*YOUR TASK*: Copy each line of the data beneath in which the word "fillText" appears.

*GIVEN RECORDS*:
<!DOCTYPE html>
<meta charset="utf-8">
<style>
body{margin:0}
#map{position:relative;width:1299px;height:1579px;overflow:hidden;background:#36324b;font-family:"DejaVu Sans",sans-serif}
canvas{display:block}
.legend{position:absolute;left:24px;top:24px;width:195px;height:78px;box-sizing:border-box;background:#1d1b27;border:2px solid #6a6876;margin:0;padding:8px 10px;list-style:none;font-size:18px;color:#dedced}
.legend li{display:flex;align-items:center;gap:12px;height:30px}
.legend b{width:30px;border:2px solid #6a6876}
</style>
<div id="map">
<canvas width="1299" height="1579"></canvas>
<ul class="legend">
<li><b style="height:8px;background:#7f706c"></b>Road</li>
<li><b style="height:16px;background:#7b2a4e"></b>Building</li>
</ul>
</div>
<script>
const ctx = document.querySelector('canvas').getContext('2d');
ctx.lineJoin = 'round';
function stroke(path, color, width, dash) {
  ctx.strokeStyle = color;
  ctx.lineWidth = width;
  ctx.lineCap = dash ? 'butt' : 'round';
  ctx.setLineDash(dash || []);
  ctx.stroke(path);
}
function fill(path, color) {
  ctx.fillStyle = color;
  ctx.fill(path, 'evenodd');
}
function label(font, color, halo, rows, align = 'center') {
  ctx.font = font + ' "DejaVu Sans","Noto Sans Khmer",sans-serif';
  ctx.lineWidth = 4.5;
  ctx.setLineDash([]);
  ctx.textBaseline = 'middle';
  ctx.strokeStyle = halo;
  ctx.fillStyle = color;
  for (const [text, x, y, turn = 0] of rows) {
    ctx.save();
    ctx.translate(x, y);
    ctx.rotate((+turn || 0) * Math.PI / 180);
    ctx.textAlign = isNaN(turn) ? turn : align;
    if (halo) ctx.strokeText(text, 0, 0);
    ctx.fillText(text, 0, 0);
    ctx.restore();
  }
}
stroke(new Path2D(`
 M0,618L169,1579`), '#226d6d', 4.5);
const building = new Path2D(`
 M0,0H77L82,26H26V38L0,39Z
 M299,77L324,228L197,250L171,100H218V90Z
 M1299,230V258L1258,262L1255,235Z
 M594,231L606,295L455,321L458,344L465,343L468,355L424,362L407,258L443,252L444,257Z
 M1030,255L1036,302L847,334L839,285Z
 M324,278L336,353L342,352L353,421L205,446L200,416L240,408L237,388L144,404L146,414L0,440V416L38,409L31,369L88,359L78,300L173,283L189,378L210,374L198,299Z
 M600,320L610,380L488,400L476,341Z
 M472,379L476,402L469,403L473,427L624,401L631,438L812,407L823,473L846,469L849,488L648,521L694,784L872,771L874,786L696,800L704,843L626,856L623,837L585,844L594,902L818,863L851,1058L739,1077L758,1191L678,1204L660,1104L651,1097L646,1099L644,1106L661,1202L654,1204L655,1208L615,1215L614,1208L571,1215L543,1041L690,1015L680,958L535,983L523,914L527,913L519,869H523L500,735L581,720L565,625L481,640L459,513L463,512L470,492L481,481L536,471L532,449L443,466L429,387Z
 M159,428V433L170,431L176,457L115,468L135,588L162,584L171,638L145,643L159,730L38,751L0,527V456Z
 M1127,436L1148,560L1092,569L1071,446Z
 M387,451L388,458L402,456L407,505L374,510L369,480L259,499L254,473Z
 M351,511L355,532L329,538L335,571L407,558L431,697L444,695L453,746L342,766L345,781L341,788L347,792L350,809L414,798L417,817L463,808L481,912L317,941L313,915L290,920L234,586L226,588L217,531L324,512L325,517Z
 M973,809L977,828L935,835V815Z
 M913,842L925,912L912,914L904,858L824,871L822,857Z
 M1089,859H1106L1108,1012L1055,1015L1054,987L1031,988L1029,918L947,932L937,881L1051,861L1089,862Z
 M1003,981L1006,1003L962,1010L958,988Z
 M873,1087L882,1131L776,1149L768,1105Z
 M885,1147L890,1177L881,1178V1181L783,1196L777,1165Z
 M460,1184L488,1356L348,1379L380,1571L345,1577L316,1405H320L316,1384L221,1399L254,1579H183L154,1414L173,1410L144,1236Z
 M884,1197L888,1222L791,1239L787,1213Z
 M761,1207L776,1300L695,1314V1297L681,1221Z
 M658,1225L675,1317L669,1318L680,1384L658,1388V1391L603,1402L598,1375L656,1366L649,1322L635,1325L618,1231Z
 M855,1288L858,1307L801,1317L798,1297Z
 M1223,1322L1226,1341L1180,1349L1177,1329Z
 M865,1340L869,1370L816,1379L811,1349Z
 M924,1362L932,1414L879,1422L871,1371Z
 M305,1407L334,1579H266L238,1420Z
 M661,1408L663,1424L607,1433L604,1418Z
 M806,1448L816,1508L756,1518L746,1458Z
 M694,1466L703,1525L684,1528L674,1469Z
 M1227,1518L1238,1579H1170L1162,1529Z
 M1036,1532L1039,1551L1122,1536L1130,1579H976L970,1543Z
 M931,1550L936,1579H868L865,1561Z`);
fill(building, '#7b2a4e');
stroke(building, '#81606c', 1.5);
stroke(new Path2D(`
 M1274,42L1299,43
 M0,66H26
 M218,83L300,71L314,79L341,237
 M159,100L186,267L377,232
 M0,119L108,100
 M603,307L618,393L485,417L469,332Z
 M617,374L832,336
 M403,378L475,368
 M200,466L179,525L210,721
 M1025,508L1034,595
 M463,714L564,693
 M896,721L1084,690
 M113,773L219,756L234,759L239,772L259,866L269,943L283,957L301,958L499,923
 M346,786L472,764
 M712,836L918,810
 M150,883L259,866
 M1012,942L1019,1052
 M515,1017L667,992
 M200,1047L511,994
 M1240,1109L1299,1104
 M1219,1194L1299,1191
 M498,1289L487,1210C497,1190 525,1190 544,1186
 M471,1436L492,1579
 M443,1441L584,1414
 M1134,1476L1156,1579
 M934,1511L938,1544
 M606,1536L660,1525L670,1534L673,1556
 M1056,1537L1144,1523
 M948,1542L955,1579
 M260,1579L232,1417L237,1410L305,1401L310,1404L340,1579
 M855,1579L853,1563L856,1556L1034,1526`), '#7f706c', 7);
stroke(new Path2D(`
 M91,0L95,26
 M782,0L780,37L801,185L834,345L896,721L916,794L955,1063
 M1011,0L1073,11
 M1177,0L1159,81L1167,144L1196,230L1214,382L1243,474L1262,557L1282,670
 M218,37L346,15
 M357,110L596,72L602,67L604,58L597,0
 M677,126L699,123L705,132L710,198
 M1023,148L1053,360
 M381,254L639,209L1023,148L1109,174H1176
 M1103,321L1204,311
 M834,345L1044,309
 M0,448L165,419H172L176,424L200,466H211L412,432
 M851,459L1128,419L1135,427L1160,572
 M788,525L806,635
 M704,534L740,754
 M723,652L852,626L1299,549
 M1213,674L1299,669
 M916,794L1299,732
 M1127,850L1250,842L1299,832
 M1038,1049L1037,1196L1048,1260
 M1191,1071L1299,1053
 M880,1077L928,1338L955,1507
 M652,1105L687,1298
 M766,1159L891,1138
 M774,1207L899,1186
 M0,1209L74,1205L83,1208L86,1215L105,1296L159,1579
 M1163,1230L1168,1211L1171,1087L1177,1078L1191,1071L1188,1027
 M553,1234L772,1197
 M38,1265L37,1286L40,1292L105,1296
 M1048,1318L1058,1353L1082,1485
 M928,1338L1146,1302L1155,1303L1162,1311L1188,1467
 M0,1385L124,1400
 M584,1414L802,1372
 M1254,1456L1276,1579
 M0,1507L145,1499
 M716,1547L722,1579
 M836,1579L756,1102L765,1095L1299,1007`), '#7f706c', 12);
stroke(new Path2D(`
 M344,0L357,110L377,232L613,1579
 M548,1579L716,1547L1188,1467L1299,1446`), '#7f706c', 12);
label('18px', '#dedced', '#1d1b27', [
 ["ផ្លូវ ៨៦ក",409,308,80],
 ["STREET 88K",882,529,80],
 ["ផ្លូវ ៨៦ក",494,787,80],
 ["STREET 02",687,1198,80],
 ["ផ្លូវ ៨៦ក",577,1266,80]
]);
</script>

---

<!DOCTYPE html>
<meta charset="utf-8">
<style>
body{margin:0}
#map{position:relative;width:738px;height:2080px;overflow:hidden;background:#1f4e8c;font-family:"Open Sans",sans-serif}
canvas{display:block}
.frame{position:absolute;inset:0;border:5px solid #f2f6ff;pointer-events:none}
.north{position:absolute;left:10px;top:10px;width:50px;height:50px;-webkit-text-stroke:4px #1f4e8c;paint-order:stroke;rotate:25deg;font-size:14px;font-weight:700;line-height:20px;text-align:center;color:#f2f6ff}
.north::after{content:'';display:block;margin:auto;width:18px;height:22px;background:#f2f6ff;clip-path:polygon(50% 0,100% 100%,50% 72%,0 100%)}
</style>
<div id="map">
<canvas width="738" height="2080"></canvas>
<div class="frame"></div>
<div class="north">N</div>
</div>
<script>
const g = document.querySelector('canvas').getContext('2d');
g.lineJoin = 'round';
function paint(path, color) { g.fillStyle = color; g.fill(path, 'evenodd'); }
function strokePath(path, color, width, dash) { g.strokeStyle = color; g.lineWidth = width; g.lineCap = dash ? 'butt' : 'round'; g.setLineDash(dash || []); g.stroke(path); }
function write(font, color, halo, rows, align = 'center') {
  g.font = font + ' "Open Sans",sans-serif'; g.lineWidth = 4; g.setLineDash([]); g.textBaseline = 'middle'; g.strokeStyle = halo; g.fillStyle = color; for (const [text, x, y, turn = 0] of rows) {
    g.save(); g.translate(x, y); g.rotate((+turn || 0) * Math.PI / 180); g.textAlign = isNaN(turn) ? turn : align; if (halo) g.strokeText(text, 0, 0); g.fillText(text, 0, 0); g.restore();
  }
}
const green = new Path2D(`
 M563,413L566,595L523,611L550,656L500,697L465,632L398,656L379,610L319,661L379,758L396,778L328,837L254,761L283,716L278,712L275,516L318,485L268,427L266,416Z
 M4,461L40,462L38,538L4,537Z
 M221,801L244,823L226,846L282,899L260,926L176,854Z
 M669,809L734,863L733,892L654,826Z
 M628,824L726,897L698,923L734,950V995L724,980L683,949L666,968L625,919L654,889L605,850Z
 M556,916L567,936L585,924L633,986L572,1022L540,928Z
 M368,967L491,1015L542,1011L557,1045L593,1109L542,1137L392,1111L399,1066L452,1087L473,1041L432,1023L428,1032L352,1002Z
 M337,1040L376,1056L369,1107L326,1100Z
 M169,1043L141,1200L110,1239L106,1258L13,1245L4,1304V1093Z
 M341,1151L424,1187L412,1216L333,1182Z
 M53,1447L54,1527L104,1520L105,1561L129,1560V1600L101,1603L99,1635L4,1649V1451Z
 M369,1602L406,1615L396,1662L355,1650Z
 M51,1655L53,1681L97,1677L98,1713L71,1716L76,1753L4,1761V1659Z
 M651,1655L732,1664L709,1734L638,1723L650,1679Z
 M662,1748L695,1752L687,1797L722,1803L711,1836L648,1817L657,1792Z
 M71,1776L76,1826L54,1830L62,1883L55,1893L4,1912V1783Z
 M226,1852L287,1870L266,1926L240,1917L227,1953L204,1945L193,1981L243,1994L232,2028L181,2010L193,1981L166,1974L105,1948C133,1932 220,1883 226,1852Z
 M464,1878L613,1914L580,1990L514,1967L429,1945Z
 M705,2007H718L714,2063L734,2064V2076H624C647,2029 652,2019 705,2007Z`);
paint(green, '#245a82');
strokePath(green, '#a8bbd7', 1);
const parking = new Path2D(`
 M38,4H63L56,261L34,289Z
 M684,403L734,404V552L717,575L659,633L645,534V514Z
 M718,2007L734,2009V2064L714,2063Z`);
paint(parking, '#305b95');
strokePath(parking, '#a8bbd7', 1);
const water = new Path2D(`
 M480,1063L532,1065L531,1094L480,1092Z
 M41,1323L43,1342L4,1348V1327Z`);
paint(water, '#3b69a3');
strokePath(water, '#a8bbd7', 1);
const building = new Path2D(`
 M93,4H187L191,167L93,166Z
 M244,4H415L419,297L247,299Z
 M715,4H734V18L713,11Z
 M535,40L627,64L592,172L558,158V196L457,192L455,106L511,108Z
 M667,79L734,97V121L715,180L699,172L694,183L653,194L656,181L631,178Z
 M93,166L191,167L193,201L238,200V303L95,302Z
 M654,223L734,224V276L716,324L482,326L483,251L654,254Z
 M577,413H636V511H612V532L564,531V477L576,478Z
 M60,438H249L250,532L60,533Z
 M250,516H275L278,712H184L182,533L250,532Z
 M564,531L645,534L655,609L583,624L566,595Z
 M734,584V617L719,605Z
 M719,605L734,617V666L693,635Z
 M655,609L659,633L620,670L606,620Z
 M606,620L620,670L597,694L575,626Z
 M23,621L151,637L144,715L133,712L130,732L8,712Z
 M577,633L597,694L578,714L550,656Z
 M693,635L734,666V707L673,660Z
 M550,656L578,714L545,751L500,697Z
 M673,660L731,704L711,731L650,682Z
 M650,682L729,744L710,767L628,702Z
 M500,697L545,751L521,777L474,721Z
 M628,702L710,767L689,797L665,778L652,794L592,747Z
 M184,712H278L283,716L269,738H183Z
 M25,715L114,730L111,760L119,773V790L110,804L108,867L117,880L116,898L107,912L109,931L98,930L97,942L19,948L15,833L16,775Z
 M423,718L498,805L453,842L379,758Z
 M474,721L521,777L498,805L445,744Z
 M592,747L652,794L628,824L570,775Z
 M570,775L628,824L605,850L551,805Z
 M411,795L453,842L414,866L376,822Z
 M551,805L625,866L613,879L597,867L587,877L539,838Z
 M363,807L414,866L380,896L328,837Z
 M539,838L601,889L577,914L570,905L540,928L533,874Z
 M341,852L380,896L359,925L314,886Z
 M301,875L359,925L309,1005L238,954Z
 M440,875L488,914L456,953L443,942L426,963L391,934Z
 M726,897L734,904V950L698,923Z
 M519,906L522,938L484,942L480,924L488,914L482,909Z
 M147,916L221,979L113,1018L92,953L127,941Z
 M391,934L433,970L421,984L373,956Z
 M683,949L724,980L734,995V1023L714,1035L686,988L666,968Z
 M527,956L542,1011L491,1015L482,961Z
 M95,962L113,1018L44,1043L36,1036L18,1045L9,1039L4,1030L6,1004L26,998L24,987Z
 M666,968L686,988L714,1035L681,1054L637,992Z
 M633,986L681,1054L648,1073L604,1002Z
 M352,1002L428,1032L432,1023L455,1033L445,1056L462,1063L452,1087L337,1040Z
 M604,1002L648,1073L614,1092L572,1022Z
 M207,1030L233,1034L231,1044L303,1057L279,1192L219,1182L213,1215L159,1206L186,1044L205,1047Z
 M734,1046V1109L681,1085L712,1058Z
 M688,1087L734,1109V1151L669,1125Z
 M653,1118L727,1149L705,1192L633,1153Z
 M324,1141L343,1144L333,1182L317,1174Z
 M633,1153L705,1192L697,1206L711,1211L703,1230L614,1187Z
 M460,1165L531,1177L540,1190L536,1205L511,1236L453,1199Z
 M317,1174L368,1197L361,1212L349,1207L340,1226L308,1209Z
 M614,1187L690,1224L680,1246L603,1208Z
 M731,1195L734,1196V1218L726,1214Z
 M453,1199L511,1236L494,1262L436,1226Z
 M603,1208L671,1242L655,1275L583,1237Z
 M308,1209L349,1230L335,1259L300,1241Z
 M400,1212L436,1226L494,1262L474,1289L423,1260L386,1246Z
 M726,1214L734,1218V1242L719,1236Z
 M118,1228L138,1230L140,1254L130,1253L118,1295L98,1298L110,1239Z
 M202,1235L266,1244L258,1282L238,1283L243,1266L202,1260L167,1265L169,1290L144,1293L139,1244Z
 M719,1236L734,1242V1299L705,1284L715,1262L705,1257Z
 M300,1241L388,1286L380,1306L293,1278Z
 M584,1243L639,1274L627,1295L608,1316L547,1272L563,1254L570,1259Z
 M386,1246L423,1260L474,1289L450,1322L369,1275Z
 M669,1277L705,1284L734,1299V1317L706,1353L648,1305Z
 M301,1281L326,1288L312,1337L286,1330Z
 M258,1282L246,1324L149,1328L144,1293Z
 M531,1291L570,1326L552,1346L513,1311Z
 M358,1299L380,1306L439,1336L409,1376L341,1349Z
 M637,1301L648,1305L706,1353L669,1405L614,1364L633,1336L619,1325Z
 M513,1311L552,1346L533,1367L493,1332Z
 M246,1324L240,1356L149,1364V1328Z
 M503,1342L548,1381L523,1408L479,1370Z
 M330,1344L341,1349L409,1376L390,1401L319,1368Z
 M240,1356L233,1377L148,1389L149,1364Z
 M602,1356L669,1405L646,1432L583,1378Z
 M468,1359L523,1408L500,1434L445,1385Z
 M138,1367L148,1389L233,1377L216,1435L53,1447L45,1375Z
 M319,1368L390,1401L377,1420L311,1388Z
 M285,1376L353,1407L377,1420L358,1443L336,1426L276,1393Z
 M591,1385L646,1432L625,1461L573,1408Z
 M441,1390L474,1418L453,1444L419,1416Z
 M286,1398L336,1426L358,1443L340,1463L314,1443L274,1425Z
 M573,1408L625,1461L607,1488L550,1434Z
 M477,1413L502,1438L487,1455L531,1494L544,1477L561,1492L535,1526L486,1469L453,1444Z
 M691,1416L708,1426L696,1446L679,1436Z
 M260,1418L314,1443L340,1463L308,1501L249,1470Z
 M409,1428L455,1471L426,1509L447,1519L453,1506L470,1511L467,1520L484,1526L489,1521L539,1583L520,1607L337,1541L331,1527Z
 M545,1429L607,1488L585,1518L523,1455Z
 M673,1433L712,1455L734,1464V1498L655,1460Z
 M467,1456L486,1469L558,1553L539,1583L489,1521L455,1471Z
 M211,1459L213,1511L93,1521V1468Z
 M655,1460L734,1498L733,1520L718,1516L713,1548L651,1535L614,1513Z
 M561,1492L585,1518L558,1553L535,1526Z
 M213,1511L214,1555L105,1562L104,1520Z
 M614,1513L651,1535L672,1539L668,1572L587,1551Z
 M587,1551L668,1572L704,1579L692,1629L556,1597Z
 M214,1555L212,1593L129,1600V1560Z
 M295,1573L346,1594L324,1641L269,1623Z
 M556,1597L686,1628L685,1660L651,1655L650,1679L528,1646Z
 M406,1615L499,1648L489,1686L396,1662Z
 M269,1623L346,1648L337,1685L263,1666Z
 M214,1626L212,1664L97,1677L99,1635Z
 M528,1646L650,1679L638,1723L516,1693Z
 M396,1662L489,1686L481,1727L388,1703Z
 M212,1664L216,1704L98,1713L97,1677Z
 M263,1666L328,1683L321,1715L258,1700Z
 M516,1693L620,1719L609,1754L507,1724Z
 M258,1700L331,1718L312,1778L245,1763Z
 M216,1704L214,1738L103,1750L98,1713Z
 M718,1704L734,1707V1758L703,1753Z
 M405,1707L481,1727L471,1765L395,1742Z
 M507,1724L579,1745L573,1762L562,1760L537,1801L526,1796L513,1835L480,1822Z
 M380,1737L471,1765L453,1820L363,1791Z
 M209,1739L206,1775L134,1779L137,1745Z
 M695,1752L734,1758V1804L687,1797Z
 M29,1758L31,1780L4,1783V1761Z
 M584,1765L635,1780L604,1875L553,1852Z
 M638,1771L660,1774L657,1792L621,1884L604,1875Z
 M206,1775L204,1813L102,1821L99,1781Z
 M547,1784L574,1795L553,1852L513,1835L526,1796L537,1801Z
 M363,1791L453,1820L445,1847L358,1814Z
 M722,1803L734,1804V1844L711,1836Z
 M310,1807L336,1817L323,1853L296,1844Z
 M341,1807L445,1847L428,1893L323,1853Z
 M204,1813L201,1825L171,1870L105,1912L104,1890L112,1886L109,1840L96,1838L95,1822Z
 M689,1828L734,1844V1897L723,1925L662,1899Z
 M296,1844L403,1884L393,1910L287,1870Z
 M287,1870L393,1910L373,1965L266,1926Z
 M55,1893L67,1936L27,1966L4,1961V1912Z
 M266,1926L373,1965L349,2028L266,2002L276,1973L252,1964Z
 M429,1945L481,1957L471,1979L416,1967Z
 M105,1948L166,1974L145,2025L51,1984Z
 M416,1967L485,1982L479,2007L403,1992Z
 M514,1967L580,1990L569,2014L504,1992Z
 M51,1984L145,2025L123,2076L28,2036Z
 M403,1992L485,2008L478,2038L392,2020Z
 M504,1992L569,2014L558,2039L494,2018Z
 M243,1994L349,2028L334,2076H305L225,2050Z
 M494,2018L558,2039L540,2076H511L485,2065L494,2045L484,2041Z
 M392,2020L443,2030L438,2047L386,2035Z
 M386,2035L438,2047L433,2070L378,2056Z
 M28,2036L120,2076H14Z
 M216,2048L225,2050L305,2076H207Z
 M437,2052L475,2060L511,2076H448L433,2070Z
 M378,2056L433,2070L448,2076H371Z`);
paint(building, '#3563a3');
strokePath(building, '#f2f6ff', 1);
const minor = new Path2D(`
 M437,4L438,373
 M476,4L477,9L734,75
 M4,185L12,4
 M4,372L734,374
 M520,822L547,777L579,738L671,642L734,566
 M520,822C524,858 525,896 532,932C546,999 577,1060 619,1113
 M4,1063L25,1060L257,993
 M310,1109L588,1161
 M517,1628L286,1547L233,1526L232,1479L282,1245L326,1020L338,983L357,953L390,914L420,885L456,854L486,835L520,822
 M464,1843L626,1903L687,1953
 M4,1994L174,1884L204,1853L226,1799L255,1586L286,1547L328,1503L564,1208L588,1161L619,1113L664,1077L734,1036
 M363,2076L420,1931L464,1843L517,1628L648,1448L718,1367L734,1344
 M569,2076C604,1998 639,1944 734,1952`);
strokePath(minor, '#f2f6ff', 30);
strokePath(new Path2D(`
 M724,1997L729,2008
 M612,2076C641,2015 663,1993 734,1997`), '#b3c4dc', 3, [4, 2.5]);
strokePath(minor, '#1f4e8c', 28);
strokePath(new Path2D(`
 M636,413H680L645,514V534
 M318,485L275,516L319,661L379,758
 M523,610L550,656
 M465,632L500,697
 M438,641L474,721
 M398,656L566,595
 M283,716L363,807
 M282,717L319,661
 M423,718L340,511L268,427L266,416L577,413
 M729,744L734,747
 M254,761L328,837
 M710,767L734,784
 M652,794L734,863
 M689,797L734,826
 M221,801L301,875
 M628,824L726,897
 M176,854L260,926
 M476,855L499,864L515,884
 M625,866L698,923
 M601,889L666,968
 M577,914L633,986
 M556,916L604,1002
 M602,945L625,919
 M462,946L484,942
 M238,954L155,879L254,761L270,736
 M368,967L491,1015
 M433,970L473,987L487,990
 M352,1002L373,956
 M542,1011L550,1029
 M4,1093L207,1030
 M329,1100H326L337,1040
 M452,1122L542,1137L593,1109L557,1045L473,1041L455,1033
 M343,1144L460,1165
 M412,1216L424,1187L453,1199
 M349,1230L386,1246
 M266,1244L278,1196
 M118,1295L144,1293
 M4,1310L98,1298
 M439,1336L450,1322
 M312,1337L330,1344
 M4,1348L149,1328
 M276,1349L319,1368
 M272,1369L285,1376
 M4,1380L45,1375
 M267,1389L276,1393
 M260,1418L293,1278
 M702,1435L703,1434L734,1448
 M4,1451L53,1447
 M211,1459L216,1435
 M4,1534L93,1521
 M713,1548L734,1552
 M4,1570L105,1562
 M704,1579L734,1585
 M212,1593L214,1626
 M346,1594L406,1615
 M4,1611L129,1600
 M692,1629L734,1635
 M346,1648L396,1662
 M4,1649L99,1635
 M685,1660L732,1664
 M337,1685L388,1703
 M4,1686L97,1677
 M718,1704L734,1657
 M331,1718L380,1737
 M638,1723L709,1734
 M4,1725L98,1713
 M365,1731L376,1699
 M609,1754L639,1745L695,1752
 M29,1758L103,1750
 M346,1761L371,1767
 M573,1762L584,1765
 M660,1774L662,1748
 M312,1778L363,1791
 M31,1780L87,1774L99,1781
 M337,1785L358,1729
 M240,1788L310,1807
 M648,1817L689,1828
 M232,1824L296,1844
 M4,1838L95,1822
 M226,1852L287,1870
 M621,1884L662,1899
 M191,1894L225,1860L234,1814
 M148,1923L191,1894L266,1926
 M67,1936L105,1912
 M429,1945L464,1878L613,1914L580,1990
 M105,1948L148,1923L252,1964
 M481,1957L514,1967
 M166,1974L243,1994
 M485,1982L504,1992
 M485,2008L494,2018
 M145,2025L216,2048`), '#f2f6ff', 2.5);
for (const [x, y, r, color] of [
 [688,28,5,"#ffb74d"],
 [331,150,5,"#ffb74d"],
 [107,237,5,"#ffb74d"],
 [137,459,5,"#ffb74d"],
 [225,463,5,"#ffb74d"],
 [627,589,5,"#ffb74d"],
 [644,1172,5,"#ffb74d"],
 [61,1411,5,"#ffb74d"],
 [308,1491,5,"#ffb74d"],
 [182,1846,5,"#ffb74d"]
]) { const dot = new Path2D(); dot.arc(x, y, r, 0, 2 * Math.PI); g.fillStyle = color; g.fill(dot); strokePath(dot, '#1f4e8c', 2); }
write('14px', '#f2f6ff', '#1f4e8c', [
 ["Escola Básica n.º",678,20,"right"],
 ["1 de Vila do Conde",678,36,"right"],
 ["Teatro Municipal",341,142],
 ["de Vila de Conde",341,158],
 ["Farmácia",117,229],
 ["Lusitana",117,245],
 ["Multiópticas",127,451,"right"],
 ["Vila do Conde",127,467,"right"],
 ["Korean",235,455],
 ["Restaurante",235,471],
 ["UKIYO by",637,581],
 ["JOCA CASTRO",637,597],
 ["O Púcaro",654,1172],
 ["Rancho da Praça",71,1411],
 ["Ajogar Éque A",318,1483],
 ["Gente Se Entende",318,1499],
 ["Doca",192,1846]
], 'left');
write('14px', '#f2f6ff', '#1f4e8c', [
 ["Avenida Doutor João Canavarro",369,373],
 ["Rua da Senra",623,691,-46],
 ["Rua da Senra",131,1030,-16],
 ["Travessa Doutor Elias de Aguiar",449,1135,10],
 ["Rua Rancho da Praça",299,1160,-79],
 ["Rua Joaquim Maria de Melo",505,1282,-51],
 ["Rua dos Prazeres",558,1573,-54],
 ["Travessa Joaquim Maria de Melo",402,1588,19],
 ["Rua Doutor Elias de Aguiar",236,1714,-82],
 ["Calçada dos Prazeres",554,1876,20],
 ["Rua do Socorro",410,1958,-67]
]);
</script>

*OUTPUT BELOW*:
    ctx.fillText(text, 0, 0);
    g.save(); g.translate(x, y); g.rotate((+turn || 0) * Math.PI / 180); g.textAlign = isNaN(turn) ? turn : align; if (halo) g.strokeText(text, 0, 0); g.fillText(text, 0, 0); g.restore();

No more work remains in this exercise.